The response must contain every line from the records below that has "Leaf".

* Records shown *
§ §

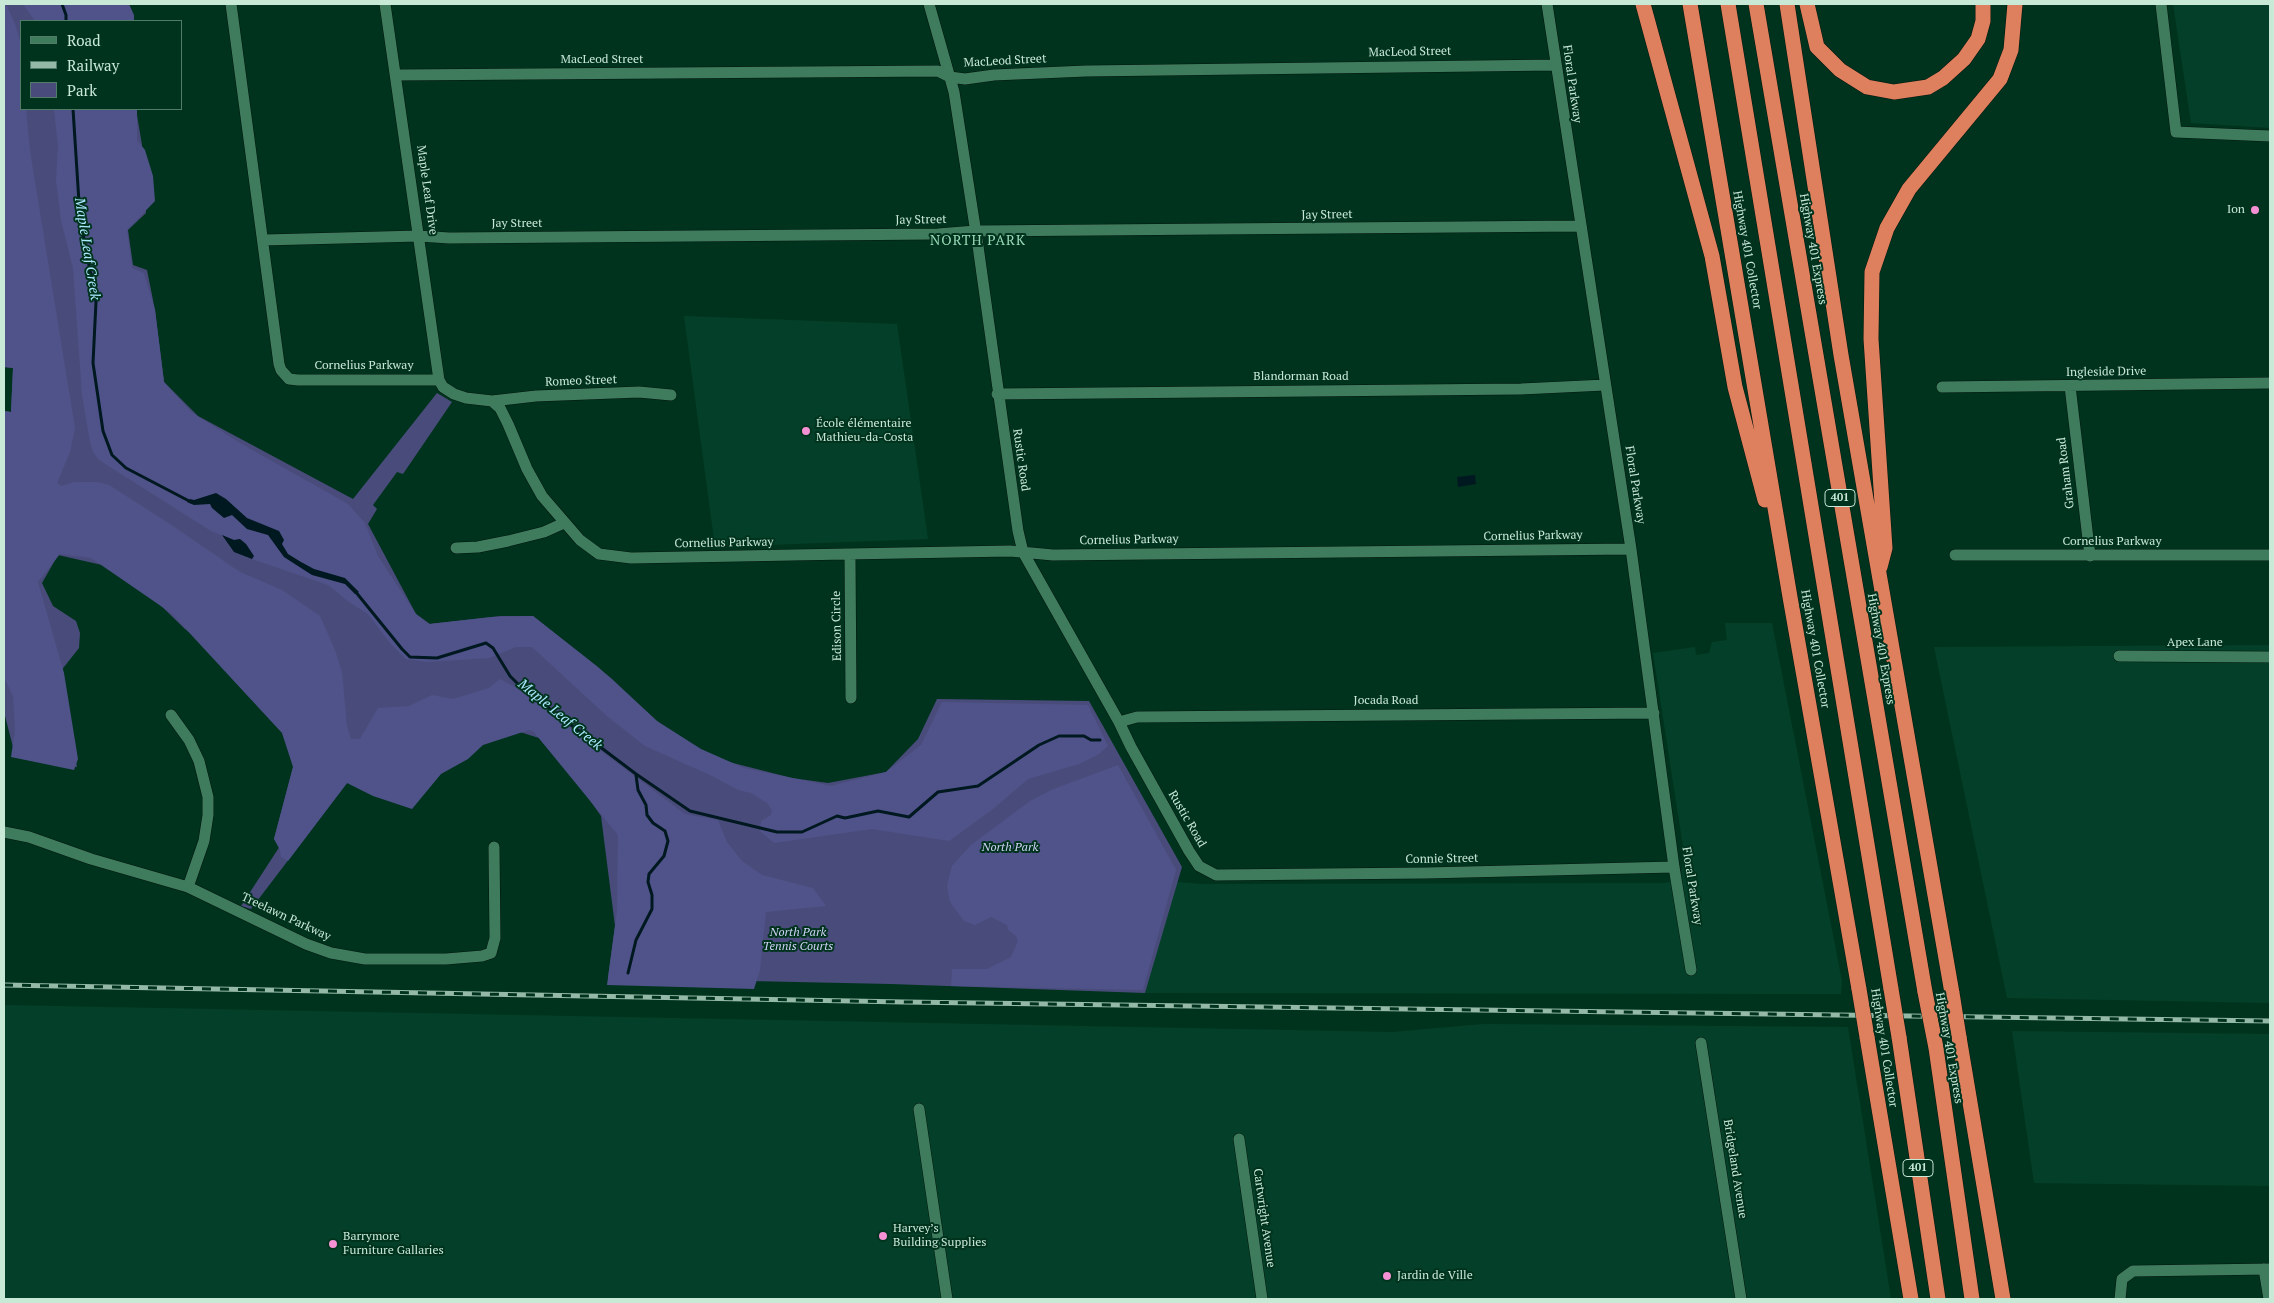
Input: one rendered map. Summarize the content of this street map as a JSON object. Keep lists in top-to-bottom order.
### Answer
{
  "streets": {
    "highway": ["Highway 401 Express", "Highway 401 Collector", "401"],
    "street": [
      "MacLeod Street",
      "Floral Parkway",
      "Maple Leaf Drive",
      "Jay Street",
      "Cornelius Parkway",
      "Ingleside Drive",
      "Blandorman Road",
      "Romeo Street",
      "Rustic Road",
      "Graham Road",
      "Edison Circle",
      "Apex Lane",
      "Jocada Road",
      "Connie Street",
      "Treelawn Parkway",
      "Bridgeland Avenue",
      "Cartwright Avenue"
    ]
  },
  "crossings": [
    ["MacLeod Street", "Floral Parkway"],
    ["MacLeod Street", "Maple Leaf Drive"],
    ["MacLeod Street", "Rustic Road"],
    ["Floral Parkway", "Jay Street"],
    ["Floral Parkway", "Cornelius Parkway"],
    ["Floral Parkway", "Blandorman Road"],
    ["Floral Parkway", "Jocada Road"],
    ["Floral Parkway", "Connie Street"],
    ["Maple Leaf Drive", "Jay Street"],
    ["Maple Leaf Drive", "Cornelius Parkway"],
    ["Jay Street", "Cornelius Parkway"],
    ["Jay Street", "Rustic Road"],
    ["Cornelius Parkway", "Romeo Street"],
    ["Cornelius Parkway", "Rustic Road"],
    ["Cornelius Parkway", "Graham Road"],
    ["Cornelius Parkway", "Edison Circle"],
    ["Ingleside Drive", "Graham Road"],
    ["Blandorman Road", "Rustic Road"],
    ["Rustic Road", "Jocada Road"],
    ["Rustic Road", "Connie Street"]
  ],
  "districts": ["NORTH PARK"],
  "water": ["Maple Leaf Creek"],
  "parks": ["North Park", "North Park Tennis Courts"],
  "places": [
    "Ion",
    "École élémentaire Mathieu-da-Costa",
    "Harvey’s Building Supplies",
    "Barrymore Furniture Gallaries",
    "Jardin de Ville"
  ],
  "legend": ["Road", "Railway", "Park"]
}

§ §

* Solution *
      "Maple Leaf Drive",
    ["MacLeod Street", "Maple Leaf Drive"],
    ["Maple Leaf Drive", "Jay Street"],
    ["Maple Leaf Drive", "Cornelius Parkway"],
  "water": ["Maple Leaf Creek"],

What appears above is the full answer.